*** Block opens ***

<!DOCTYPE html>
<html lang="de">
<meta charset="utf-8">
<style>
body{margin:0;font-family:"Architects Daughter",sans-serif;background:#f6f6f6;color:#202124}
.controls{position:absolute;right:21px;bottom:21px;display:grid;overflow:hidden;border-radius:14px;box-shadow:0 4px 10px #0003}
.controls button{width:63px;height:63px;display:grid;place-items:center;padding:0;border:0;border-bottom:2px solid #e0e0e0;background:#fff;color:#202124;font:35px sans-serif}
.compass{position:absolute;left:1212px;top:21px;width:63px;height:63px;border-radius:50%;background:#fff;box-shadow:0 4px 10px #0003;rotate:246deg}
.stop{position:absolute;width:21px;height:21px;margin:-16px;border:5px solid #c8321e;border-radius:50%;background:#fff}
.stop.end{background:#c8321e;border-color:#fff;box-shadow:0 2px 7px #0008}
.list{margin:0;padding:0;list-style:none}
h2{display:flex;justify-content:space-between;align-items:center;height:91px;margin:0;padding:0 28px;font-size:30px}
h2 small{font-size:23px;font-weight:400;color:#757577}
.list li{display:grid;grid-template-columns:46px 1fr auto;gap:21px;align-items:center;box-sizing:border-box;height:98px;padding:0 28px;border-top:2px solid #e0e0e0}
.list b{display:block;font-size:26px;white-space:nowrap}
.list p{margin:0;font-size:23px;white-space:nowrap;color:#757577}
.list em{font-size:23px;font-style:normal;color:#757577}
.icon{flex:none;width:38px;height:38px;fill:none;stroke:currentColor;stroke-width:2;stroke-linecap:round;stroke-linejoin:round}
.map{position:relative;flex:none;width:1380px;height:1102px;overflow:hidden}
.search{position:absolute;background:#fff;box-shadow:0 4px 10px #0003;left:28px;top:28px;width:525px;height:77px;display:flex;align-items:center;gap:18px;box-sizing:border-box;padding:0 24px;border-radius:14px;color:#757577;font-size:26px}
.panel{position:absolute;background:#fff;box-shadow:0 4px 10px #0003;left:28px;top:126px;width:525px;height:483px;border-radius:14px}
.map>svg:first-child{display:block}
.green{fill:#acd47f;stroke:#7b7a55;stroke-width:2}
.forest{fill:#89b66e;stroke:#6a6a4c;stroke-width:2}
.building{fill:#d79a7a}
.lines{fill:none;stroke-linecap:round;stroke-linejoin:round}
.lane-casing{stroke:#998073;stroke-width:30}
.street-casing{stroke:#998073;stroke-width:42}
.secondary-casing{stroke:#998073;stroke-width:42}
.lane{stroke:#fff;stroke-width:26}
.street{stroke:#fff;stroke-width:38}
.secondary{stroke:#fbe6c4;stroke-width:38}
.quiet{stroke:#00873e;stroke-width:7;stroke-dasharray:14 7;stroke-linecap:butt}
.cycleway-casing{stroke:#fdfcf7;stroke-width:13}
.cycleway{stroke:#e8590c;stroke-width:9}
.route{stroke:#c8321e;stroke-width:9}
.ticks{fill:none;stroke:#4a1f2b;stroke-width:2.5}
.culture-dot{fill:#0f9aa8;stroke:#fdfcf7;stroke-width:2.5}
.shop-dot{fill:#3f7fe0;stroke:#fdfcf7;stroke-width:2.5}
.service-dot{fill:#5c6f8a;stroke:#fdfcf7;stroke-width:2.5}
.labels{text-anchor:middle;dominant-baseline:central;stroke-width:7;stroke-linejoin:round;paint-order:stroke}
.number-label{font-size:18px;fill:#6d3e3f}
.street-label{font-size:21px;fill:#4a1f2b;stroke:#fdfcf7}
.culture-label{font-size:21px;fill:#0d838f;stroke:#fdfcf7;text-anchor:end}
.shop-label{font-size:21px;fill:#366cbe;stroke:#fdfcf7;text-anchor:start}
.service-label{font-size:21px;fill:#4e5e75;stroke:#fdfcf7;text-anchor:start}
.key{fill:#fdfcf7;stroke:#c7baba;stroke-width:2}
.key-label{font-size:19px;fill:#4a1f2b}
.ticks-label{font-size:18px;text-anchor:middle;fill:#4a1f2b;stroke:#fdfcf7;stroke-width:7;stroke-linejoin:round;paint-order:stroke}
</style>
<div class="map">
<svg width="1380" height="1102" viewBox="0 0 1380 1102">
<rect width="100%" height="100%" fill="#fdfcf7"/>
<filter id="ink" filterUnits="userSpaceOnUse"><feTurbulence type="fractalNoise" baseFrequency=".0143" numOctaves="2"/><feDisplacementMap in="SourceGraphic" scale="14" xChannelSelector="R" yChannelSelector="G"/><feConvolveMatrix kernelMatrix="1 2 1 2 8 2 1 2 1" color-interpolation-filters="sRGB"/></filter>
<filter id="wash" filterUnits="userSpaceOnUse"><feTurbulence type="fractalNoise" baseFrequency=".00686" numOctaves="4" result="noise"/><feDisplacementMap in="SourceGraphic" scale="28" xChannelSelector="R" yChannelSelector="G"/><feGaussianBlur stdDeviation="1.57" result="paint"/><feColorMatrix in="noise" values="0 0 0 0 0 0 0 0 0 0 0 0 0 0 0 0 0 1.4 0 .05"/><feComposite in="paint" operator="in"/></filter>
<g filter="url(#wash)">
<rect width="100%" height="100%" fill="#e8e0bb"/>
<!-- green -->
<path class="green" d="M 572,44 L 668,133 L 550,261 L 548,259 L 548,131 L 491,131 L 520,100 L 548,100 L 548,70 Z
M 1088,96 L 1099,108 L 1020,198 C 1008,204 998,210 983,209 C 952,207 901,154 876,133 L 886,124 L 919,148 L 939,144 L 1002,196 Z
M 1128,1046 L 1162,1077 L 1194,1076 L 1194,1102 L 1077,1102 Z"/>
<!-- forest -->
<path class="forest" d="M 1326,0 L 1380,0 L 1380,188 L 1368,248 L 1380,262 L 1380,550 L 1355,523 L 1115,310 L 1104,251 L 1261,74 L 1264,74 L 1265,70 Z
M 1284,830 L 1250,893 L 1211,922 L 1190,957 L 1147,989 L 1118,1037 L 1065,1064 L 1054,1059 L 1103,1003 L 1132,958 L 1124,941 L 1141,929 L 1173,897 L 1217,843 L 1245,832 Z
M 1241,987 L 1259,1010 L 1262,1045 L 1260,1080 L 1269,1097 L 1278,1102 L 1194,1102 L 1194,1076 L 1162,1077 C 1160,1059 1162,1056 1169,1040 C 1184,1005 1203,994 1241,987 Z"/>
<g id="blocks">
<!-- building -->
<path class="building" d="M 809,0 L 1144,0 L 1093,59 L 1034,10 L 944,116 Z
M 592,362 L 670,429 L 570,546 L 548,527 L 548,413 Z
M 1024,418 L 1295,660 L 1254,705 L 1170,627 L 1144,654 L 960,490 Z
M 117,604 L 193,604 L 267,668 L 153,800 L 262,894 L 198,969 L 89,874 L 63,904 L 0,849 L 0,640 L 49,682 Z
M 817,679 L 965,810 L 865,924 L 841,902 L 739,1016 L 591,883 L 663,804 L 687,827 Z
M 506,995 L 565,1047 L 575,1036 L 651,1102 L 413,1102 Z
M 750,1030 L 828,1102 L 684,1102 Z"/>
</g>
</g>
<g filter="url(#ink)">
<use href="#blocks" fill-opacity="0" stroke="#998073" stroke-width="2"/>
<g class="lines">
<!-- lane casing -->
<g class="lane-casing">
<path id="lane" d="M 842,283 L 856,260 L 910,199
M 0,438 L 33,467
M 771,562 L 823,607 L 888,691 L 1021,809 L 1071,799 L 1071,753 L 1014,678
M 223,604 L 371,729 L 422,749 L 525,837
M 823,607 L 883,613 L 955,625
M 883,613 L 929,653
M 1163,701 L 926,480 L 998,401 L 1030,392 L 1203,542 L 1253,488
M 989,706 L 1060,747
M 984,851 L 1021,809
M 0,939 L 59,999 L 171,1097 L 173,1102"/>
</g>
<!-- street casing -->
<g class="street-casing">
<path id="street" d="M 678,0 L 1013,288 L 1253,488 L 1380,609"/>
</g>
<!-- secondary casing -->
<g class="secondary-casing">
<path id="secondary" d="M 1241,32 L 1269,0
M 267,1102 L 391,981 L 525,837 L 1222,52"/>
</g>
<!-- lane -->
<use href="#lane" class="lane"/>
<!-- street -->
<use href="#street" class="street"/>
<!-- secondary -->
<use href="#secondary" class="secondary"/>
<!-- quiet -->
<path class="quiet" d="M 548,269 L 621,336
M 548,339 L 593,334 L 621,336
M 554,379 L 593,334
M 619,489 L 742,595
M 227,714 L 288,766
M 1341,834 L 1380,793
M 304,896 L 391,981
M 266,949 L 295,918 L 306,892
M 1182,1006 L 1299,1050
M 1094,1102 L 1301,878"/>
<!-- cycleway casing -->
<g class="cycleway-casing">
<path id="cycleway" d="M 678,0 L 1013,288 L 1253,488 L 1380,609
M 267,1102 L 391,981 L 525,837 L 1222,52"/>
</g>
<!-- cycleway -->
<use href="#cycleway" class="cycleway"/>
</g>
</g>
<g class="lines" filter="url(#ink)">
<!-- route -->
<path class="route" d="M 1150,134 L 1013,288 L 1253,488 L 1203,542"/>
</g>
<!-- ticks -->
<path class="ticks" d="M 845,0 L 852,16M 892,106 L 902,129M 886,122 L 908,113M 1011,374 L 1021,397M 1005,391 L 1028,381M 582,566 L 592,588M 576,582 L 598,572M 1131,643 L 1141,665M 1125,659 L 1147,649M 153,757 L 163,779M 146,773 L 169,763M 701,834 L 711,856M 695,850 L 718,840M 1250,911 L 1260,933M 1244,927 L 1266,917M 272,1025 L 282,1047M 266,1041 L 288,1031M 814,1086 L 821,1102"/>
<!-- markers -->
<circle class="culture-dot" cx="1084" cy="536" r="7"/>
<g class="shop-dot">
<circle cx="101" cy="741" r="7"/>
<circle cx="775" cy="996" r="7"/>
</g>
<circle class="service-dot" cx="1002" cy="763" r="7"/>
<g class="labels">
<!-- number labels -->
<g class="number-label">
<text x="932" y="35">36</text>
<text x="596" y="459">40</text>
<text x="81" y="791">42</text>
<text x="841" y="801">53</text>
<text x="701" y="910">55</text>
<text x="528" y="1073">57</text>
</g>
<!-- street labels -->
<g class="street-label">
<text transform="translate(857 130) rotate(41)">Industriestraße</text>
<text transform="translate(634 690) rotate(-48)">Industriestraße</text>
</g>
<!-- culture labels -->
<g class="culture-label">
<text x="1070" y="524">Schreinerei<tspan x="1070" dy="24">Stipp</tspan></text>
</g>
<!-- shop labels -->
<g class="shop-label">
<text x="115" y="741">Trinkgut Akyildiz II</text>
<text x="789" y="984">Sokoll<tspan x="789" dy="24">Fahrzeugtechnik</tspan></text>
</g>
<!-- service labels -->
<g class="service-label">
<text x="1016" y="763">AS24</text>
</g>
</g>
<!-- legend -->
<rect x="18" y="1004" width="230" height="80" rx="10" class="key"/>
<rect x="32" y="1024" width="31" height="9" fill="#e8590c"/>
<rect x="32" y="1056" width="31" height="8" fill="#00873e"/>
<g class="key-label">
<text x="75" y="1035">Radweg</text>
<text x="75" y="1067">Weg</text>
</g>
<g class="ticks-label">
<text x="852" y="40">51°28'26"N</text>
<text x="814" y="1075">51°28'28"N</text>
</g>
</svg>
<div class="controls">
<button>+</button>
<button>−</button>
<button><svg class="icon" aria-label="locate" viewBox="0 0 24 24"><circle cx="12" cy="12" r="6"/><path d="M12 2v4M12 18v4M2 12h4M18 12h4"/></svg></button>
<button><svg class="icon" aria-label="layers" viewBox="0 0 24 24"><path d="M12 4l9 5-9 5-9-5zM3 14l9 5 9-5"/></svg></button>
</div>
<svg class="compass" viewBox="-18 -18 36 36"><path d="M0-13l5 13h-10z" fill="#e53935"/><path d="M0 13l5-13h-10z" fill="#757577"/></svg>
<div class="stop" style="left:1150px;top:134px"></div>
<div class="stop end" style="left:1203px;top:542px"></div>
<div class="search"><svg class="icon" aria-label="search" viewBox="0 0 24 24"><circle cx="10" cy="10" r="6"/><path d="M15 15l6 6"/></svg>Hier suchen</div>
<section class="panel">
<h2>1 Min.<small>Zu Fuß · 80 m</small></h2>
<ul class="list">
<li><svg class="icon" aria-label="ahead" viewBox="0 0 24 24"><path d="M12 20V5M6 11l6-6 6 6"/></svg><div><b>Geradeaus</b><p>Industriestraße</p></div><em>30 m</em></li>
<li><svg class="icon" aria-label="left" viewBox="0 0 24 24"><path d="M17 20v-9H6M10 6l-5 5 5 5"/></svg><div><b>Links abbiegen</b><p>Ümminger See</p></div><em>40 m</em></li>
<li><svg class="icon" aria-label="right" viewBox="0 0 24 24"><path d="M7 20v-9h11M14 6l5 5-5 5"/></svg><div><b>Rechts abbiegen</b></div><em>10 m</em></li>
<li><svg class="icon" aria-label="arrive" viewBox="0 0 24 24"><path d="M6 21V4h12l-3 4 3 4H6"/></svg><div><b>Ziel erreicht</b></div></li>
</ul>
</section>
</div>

*** Block closes ***

WORK TO COMPLETE: Write out every line from the entries where "numOctaves" appears.

TASK RESULT:
<filter id="ink" filterUnits="userSpaceOnUse"><feTurbulence type="fractalNoise" baseFrequency=".0143" numOctaves="2"/><feDisplacementMap in="SourceGraphic" scale="14" xChannelSelector="R" yChannelSelector="G"/><feConvolveMatrix kernelMatrix="1 2 1 2 8 2 1 2 1" color-interpolation-filters="sRGB"/></filter>
<filter id="wash" filterUnits="userSpaceOnUse"><feTurbulence type="fractalNoise" baseFrequency=".00686" numOctaves="4" result="noise"/><feDisplacementMap in="SourceGraphic" scale="28" xChannelSelector="R" yChannelSelector="G"/><feGaussianBlur stdDeviation="1.57" result="paint"/><feColorMatrix in="noise" values="0 0 0 0 0 0 0 0 0 0 0 0 0 0 0 0 0 1.4 0 .05"/><feComposite in="paint" operator="in"/></filter>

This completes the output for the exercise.